Nerds…they just-ah wanna have fun….oooh yeah…

Wow. That’s really the only thing I can say about tonight. When the description for the event reads, and I seriously can not make this stuff up even if I tried:

“Tech•Ed Jam Sessions are legendary. This year in Orlando, you can unwind and hang out with fellow Tech•Ed music lovers on Monday and Tuesday evening at Matrix. Grab an instrument or bring your own, and help rock the house with everything from Jazz to Blues to Rock & Roll. As always, you’ll have access to lyrics, instruments, sheet music, and a complete lighting and sound system.”

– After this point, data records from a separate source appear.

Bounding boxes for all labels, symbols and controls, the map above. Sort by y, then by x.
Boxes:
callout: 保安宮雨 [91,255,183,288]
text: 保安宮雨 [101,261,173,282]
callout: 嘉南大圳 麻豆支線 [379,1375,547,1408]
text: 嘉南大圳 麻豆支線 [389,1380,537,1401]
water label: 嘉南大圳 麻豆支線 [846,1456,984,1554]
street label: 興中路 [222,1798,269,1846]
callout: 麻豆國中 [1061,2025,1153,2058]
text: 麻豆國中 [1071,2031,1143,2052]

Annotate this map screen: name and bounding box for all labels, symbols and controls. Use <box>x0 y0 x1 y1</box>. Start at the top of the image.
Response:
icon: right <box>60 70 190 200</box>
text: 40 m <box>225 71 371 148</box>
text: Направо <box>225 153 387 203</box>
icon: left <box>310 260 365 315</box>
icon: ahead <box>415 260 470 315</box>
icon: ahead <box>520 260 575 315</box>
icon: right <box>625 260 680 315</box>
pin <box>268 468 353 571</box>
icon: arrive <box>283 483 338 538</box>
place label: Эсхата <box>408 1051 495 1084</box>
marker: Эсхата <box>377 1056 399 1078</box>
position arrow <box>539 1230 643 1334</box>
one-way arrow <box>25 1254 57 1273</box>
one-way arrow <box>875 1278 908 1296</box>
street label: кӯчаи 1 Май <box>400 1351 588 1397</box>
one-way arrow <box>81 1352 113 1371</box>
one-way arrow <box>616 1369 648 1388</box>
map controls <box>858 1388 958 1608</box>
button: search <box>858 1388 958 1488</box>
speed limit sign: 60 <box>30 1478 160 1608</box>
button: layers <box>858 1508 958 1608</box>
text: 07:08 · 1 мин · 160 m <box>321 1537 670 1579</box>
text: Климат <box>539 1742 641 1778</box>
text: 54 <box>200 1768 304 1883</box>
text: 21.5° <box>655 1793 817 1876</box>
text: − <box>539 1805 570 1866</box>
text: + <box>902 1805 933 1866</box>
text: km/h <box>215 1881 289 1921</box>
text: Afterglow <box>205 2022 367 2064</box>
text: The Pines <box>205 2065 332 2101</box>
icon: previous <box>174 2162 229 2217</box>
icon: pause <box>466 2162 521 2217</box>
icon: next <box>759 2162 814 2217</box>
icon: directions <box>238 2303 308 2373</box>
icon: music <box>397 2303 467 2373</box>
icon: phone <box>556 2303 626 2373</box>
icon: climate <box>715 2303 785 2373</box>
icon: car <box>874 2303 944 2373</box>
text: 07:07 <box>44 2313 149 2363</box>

So, on the totally sweet bus ride over to the “Jam Session” (I use that term extremely lightly) there was a bunch of nerd talk to be eaves dropped on. One set of people included two dudes and a girl (and a very un-attractive girl at that), and they were taking her picture like it was some prize. Maybe they were on a scavenger hunt too? Who knows. But, the real story was with the 3 guys in the front of the bus talking about this upcoming Jam Session. One in particular was talking about his days in the hood as an altarizzle boy layin down the funk wit da totally bangin’ wind pipes. To picture this guy imagine the following:
1) Steve Urkle and take his voice and modify it a little bit
2) Someone as tall as Russell
3) Deck Shoes
4) Black Socks
5) White Shorts
6) Orange shirt
7) Then combine the dancing ability of all of the worst dancers in the world, and cut it in half. Then imagine that as being the best dancer. He would be the worst dancer in that messed up world.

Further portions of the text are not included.